La lecture de l’ouvrage est fluide, bien rythmée, tantôt efficace, tantôt étonnamment pertinente. On perçoit cependant rapidement les limites de sa démarche. Une part non négligeable des blagues qui le compose déborde la logique de ressemblance entre problèmes philosophiques et ficelles humoristiques. Limites que les auteurs eux-mêmes reconnaissent : « sérieusement, nous pensons que l’humour peut jouer le rôle d’un outil mnémotechnique, si du moins la blague est semblable à ce que vous tentez de faire comprendre. Toutes les blagues dans notre Platon et son ornithorynque ne sont pas de ce calibre »7. Nous voudrions ajouter aussi une tendance discutable à ironiser sur le « politiquement correct » qui peut déranger à la lecture, et par conséquent aussi un choix de blagues parfois sexistes ou le recourt à un « humour juif » dont nous ne pouvons qu’espérer la légitimité des auteurs à le manipuler8.

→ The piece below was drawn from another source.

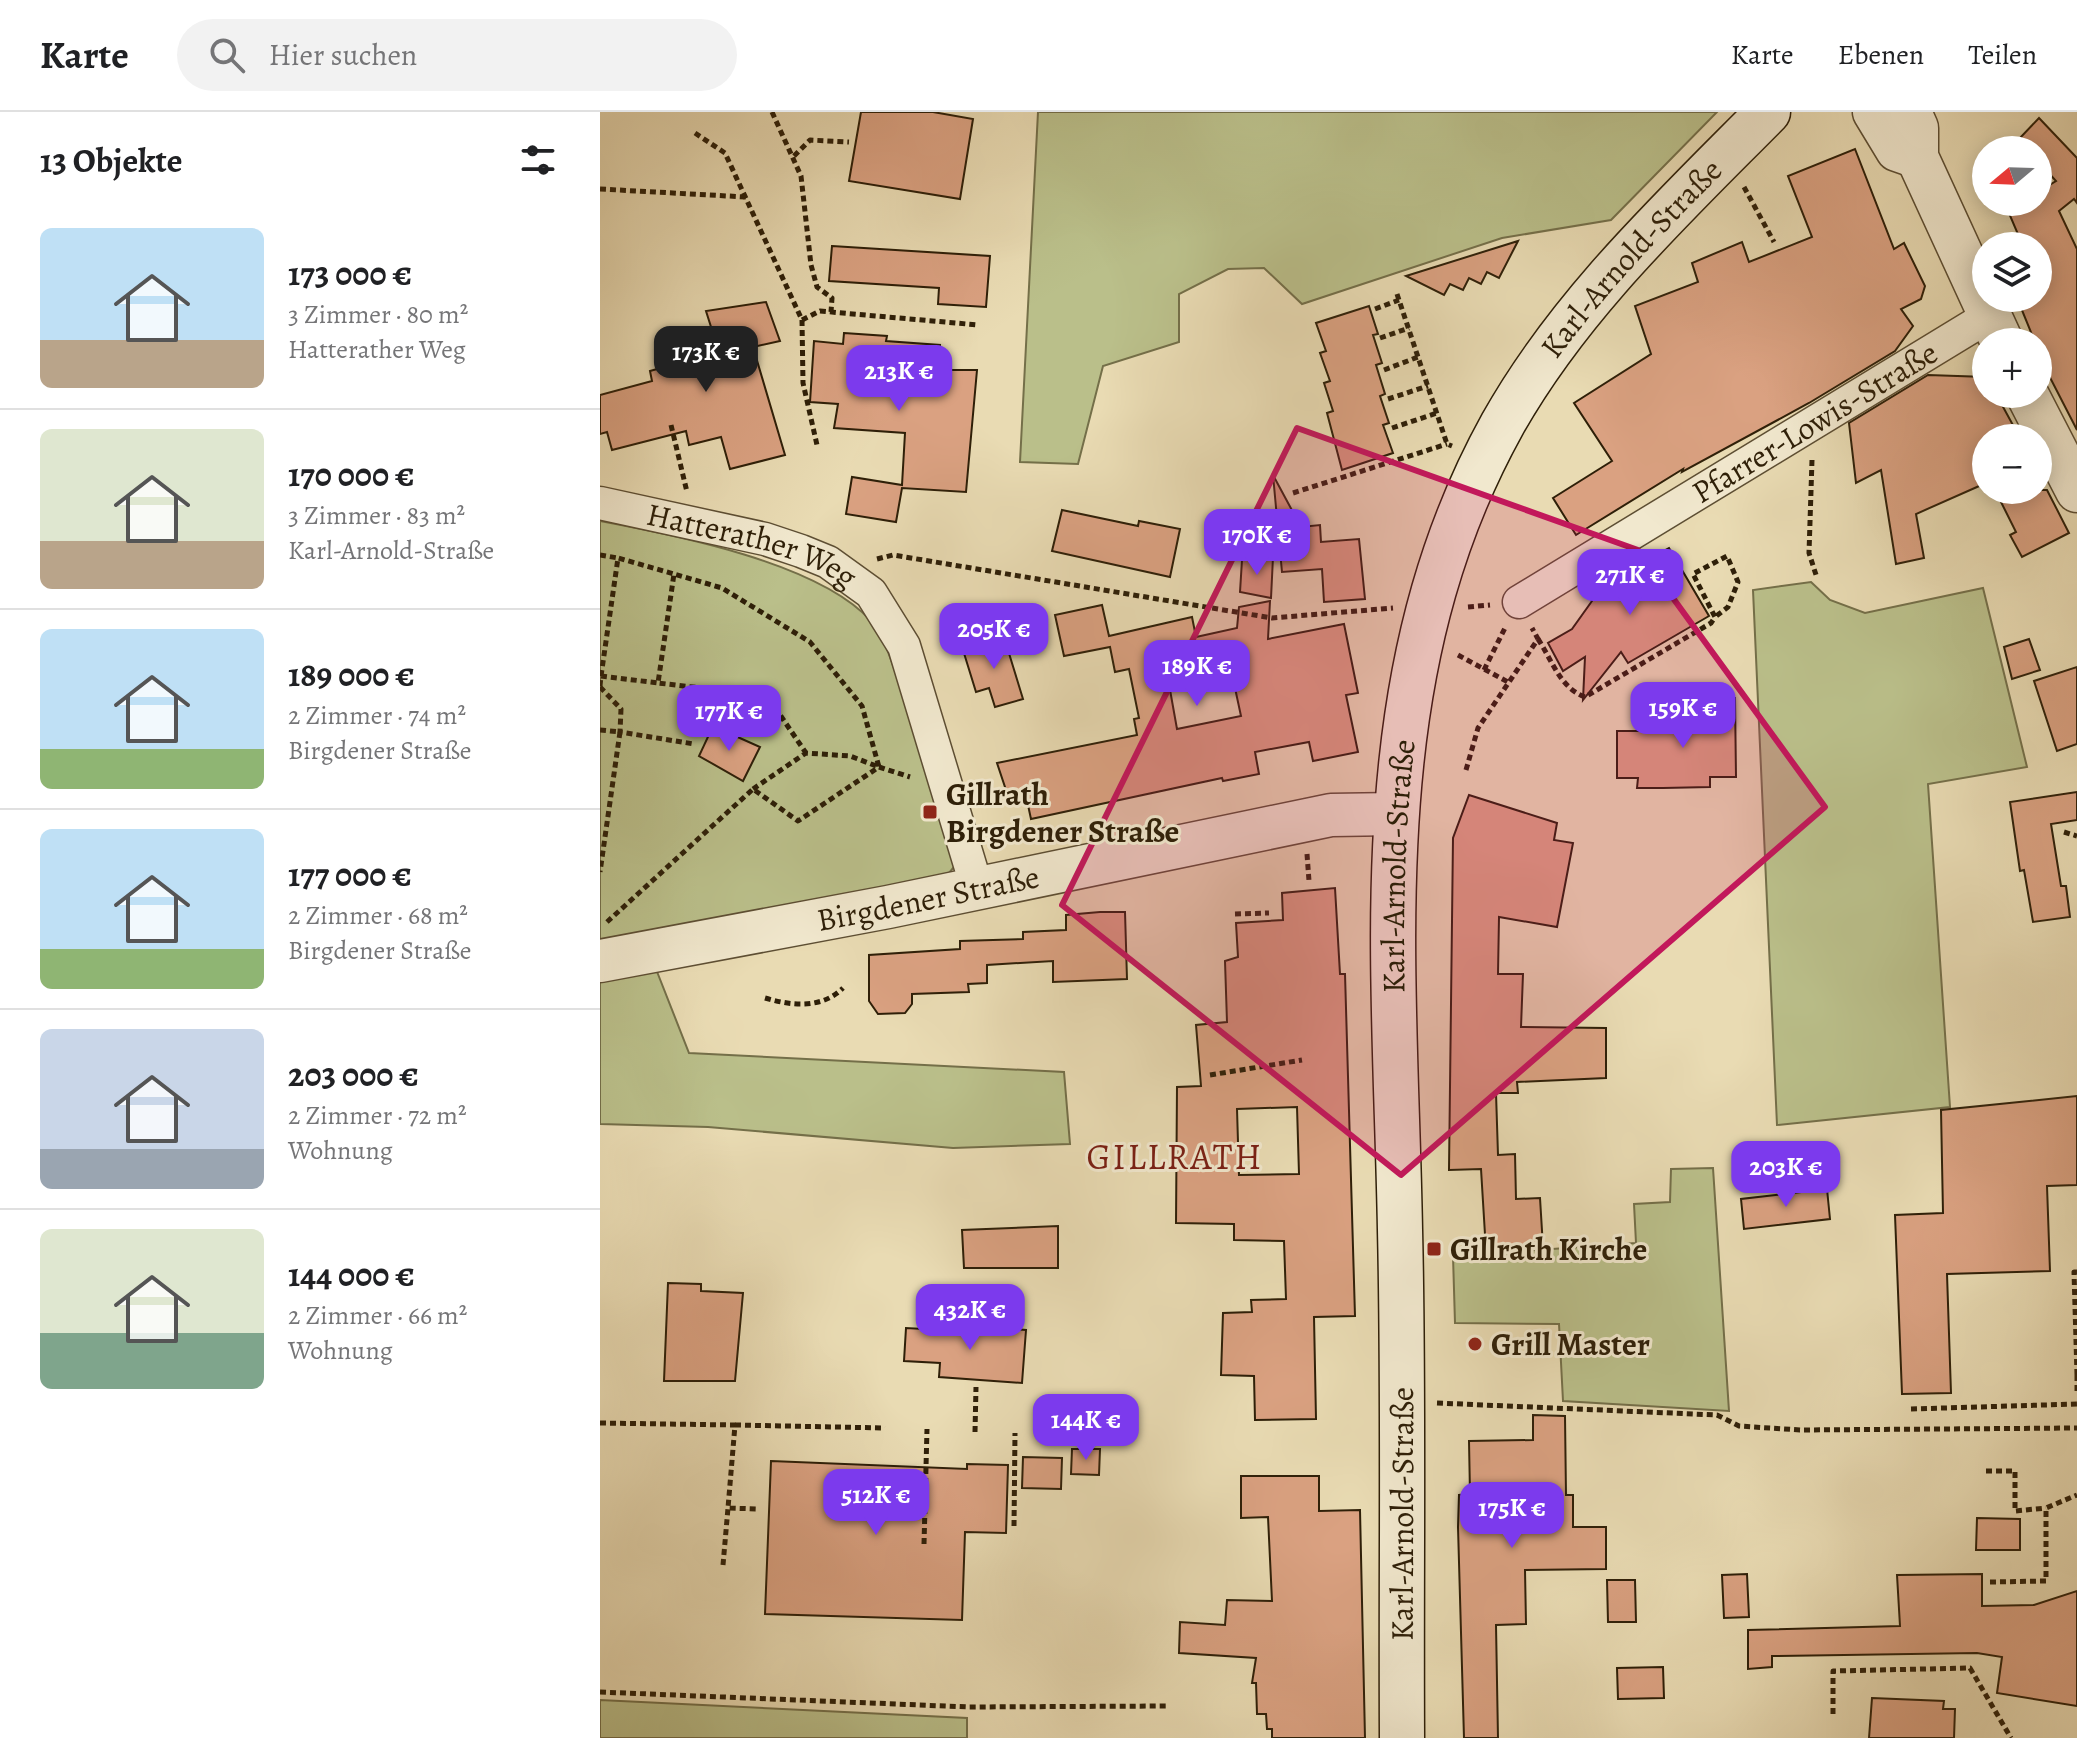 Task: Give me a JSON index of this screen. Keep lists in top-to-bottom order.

Il aurait sans doute été bienvenu que les auteurs développent plus longuement leur intuition de départ, même si ce n’est pas l’objet du livre qui n’est pas un essai. Nous pourrions regretter aussi que la part théorique d’introduction à la philosophie ne soit pas plus fouillée, mais à nouveau le livre ne prétend pas être un manuel. Si certains passages ont une valeur pédagogique certaine, l’ensemble a le mérite de viser un public large comme un sourire, et de dérider une discipline à l’abord parfois austère. Quant à savoir qui du philosophe est humoriste ou de l’humoriste est philosophe, chacun s’en fera ici son idée. Un second volume est déjà paru9 et un troisième est dans les cartons. D’ici là nous saurons déjà épeler ornithorynque, ce qui n’est pas rien.


  1. CATHCAR, T. & KLEIN, D., Platon et son ornithorynque entrent dans un bar : la philosophie expliquée par les blagues, Paris, Traduit de l’américain par S. Taussig, Éd. Du Seuil, 2008, 254 p. Le titre est probablement un clin d’œil à l’ouvrage d’Umberto Eco Kant et l’ornithorynque.
  2. Cf. par exemple l’interview de ses auteurs par Normand Baillargeon pour Philosophie Magazine :https://www.philomag.com/lactu/dialogues/thomas-cathcart-daniel-klein-comment-rire-dune-banane-molle-3942ou la recension suivante GLEIZE, M. « Quand Karl et Groucho Marx se rencontrent », in Revue Spirale, n° 224,janvier–février 2009, disponible sur : id.erudit.org/iderudit/16728ac
  3. Platon et son ornithorynque entrent dans un bar , op. cit., p. 26.
  4. Ibid, p. 18.
  5. Ibid, p. 11.
  6. Ibid, p. 232.
  7. « Comment rire d’une banane molle »art. cit.
  8. Cf. le « Mme Goldstein » dans la blague susmentionnée.
  9. Bien évidemment intitulé Kant et son kangourou franchissent les portes du Paradis : petite philosophie de la vie(et après), chez le même éditeur.